Vur dışa
sevgili tevekkeli
eskisi gibi dışavurum destanlar yazmayı ne kadar özledim biliyor musun? veya ergen ergen isyanlarda bulunmak. bak aha şimdi bile elim gitmiyor yazmaya, iki cümle arasında onlarca saniye var.
peki bu dediğim "dışavurum destanı" kocaman ve eski bir ex-blogum? bilirsin, orayı bıraktım. yine bilirsin ki msn space platformu çok kullanışsız. ama bir şekilde dışa da vurmak lazım içteki asidi. yoksa keskin sirke küpüne zarar misali yine bir yerden dokunacak ucu bana. hatırlarsan sırf bu yüzden askerden muaf olduk ve yine sırf bu yüzden her hafta bacaama iğne yapıyorum. nası acıyo ama dmi? hohoho
o iğneyi her yapışın senin için bir mana ifade etsin, bunu sakın unutma. bir daha seni o yola sürükleyen saçma hatalara düşme. bu arada biliyorum iğneyi yapan sen değilsin benim ve bu yazı da sevgili tevekke bilmemne diye başlamıştı ama mazur gör, saçmalama hakkımı kullanıyorum.
hem de öyle saçmalıyorum ki dışarıdan biri görse şaşakalır; takım elbiseli bilmemkim bey hebele hübele tatta yazı yazıyor heyecanla!! uuu vay vay vay.bi de kafası kel bunun!! tehelooooy
DURUM RAPORU, JD Version
Tarih: 24 Mart 2009/Salı
Saat: 2009'un 83. 11:23'ü
Yer: İş
10 gün sonra gideceğim yerden gelen yazı keyfime keyif kattı, heyecanlandırdı ama aklıma da The Decemberists - We Both Go Down Together'ı getirdi.

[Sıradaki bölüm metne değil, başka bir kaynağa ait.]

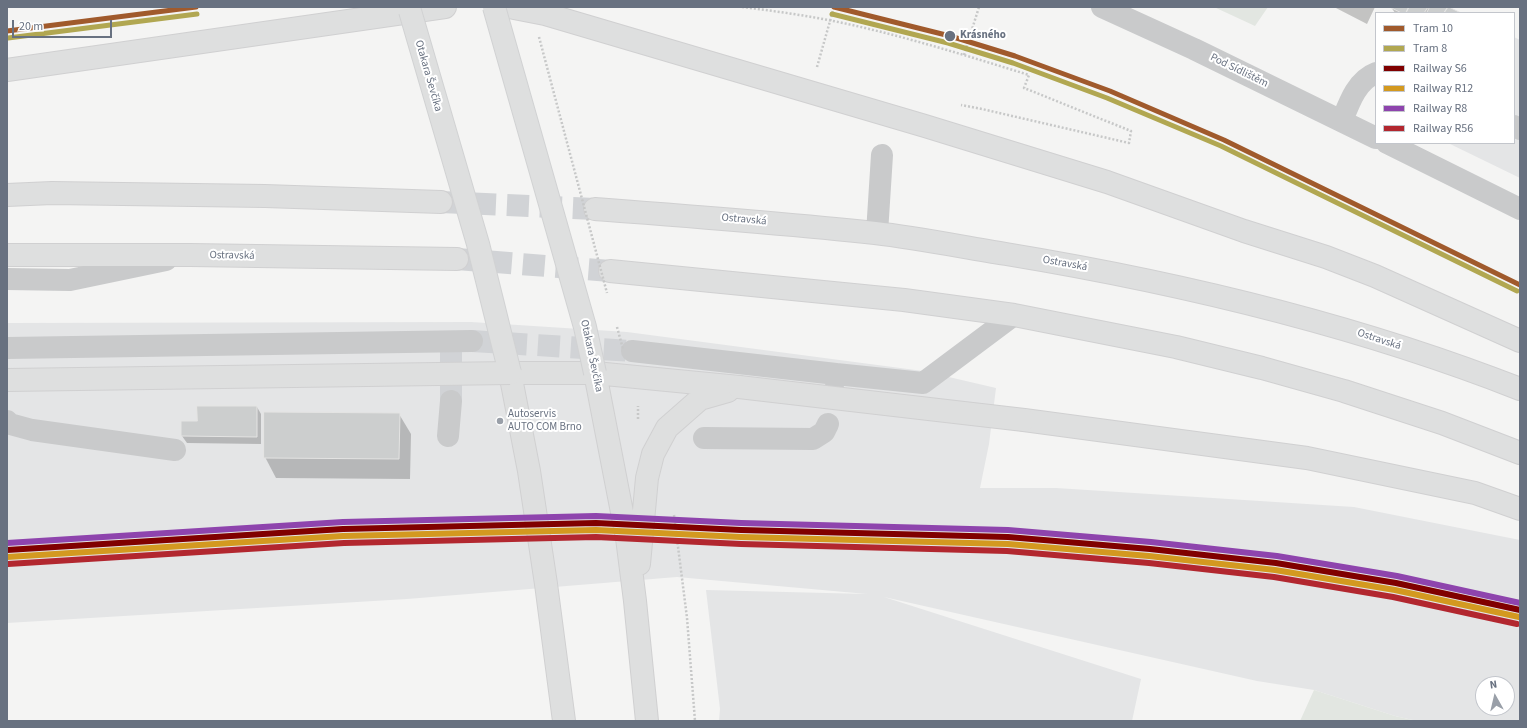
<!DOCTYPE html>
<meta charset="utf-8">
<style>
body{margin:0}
#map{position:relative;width:1527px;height:728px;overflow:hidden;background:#f4f4f3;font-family:"Source Sans 3",sans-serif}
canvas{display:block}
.frame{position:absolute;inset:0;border:8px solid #687180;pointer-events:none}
.legend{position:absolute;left:1375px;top:12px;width:140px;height:132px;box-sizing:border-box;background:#fff;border:1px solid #c3c6cc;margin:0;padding:5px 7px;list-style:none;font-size:12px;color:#687180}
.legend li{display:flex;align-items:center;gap:8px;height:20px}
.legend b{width:20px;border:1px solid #c3c6cc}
.north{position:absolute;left:1475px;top:676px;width:40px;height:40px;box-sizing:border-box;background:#fff;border:1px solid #c3c6cc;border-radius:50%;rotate:352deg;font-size:11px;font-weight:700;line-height:16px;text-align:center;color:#687180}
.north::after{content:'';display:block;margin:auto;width:14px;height:18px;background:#999fa8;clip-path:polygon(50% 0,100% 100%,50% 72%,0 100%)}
.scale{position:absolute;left:12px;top:20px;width:100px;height:18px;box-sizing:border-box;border:2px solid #687180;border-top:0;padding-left:5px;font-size:12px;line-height:14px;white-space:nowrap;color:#687180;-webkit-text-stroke:3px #fff;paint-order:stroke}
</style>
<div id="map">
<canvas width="1527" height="728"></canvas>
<div class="frame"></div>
<ul class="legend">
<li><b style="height:5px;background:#a05a2c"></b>Tram 10</li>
<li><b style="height:5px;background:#b1a751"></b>Tram 8</li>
<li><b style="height:5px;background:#800000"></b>Railway S6</li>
<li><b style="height:5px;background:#d39920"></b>Railway R12</li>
<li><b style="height:5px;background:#8e44ad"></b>Railway R8</li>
<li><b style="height:5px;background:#b2272f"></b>Railway R56</li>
</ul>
<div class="north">N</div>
<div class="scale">20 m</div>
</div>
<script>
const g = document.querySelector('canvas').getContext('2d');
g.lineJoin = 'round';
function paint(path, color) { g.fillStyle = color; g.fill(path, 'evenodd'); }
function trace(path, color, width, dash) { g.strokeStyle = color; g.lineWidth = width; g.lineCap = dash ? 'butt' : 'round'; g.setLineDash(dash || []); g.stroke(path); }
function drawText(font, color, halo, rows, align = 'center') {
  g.font = font + ' "Source Sans 3",sans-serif'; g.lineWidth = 4; g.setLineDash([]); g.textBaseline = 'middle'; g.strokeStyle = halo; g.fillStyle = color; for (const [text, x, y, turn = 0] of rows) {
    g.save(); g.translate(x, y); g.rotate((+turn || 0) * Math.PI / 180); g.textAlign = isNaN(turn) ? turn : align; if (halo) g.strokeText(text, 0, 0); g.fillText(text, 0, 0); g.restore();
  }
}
paint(new Path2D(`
 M1514,37L1520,40V178L1448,143H1514Z
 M471,322L627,332L923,371L996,388L989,444L980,488H1056L1354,507L1520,540V721H1417L1395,716L1314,690L1257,681L884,597L1141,679L1132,721H719L720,709L706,590L867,594L677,577L407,599L7,623V323ZM1483,684H1507V708H1483Z`), '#e4e5e6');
paint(new Path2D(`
 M1214,7H1268L1255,26Z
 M1314,690L1395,716L1417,721H1300Z`), '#e2e6e1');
paint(new Path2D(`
 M1334,7H1375L1367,24Z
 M1391,7H1447L1458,13H1395Z
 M257,407L261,414V444L187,443L182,436L198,422Z
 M399,414L411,434L410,479L276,478L265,457Z`), '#0003');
const building = new Path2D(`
 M1390,7H1409L1406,13H1402Z
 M1409,7H1428L1424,13H1406Z
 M1430,7H1448L1444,13H1427Z
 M1448,7H1449L1461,13H1444Z
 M197,406H257V437L181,436V421H197Z
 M264,412L400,413L399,459L264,458Z`);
paint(building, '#cccece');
trace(building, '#e4e4e3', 1);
trace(new Path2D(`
 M472,341L632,351
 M451,347V401`), '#d1d3d6', 22, [22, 11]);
trace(new Path2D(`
 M441,202L595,209
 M457,259L610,271`), '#d1d3d6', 22, [22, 11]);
const highway = new Path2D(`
 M509,7L545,14L925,126L1107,182L1244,231L1326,257L1375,276L1520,341
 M7,70L445,7
 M7,195L52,193L265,196L441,202
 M595,209C688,216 782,223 875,233C919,238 962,247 1006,254C1182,283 1354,324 1520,389
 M7,255H190L457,259
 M610,271L904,300L1014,315L1176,347L1262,368L1344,391L1442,423L1520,453
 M595,373L627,538L635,601L647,721
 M1024,420L1307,458L1475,493L1520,509
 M639,564L647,478L653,454L667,428L700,399L728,391
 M564,721L546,584L529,471L510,373H595L739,387`);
trace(highway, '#d0d0d1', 24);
trace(new Path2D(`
 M742,7C783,12 824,18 865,28C920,41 974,58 1029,75L1024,88L1131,131L1129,143L982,109L961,105
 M964,55L979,7
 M638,419V406
 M674,515L687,618L695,721`), '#c7c8c8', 2.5, [2, 2]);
trace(new Path2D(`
 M1102,7L1194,49L1376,138
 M1342,121C1349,103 1357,80 1376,73
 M1514,126L1520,129
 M1387,143L1520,209
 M877,233L882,155
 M7,279L70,280L166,260
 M7,348L472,341
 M632,351L836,374L835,380
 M836,374L923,383L1014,315
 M7,421L10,424L32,430L175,450
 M448,436L451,401
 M704,438L813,439L824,432L828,424`), '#c9cacb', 22);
trace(highway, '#dedfdf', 22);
const majorBridge = new Path2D(`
 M494,7L585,327L595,373
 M410,11L478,244L510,373`);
const highwayBridge = new Path2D(`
 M7,380L510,373
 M739,387L1024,420`);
trace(majorBridge, '#d1d2d3', 24, []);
trace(highwayBridge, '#d0d0d1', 24, []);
trace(new Path2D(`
 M539,37L607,293
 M817,67L834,7
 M617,327L623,349`), '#c7c8c8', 2.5, [2, 2]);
trace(majorBridge, '#dedfdf', 22);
trace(highwayBridge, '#dedfdf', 22);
trace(new Path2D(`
 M7,550L343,529L596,523L741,530L1008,537L1150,549L1276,563L1396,583L1520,610`), '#800000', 6);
trace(new Path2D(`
 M7,557L343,536L596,530L741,537L1008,544L1149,556L1275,570L1395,590L1519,617`), '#d39920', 6);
trace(new Path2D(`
 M7,543L343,522L596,516L741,523L1008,530L1151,542L1277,556L1397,576L1520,603`), '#8e44ad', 6);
trace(new Path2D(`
 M8,564L344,543L596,537L741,544L1007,551L1149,563L1274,577L1393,597L1517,624`), '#b2272f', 6);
trace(new Path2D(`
 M834,7L950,36L1015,56L1110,91L1224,140L1520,285
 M7,31L196,7`), '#a05a2c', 5);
trace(new Path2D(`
 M832,14L948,43L1013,63L1107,98L1221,146L1517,291
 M8,38L197,14`), '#b1a751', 5);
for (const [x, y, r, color] of [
 [950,36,6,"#687180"],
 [500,421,4,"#999fa8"]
]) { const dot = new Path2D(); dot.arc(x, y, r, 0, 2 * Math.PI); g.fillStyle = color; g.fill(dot); trace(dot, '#fff', 1.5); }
drawText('bold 11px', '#687180', '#fff', [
 ["Krásného",960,36]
], 'left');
drawText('11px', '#687180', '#fff', [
 ["Pod Sídlištěm",1239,71,26],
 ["Otakara Ševčíka",428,76,74],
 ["Ostravská",744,220,5],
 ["Ostravská",232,256,1],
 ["Ostravská",1065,264,10],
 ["Ostravská",1379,340,18],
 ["Otakara Ševčíka",591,356,78]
]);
drawText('11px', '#687180', '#fff', [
 ["Autoservis",508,415],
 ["AUTO COM Brno",508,428]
], 'left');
</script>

Sanki hiçbir şey gerçekten de güzel olamazmış, olmayacakmış gibi. Evet bırakmam lazım bu temelinde korku yatan şüpheci tavırları. Ben karagoncolos'u severim ve ona güvenirim. Budur...
DURUM RAPORU
Tarih: 23 Ocak 2009/Cuma
Saat: Serkisof horozlu saat: 21:49
Yer: Ev(im)
Düzenleyen: ...
(görsel mola) (ha-ha!)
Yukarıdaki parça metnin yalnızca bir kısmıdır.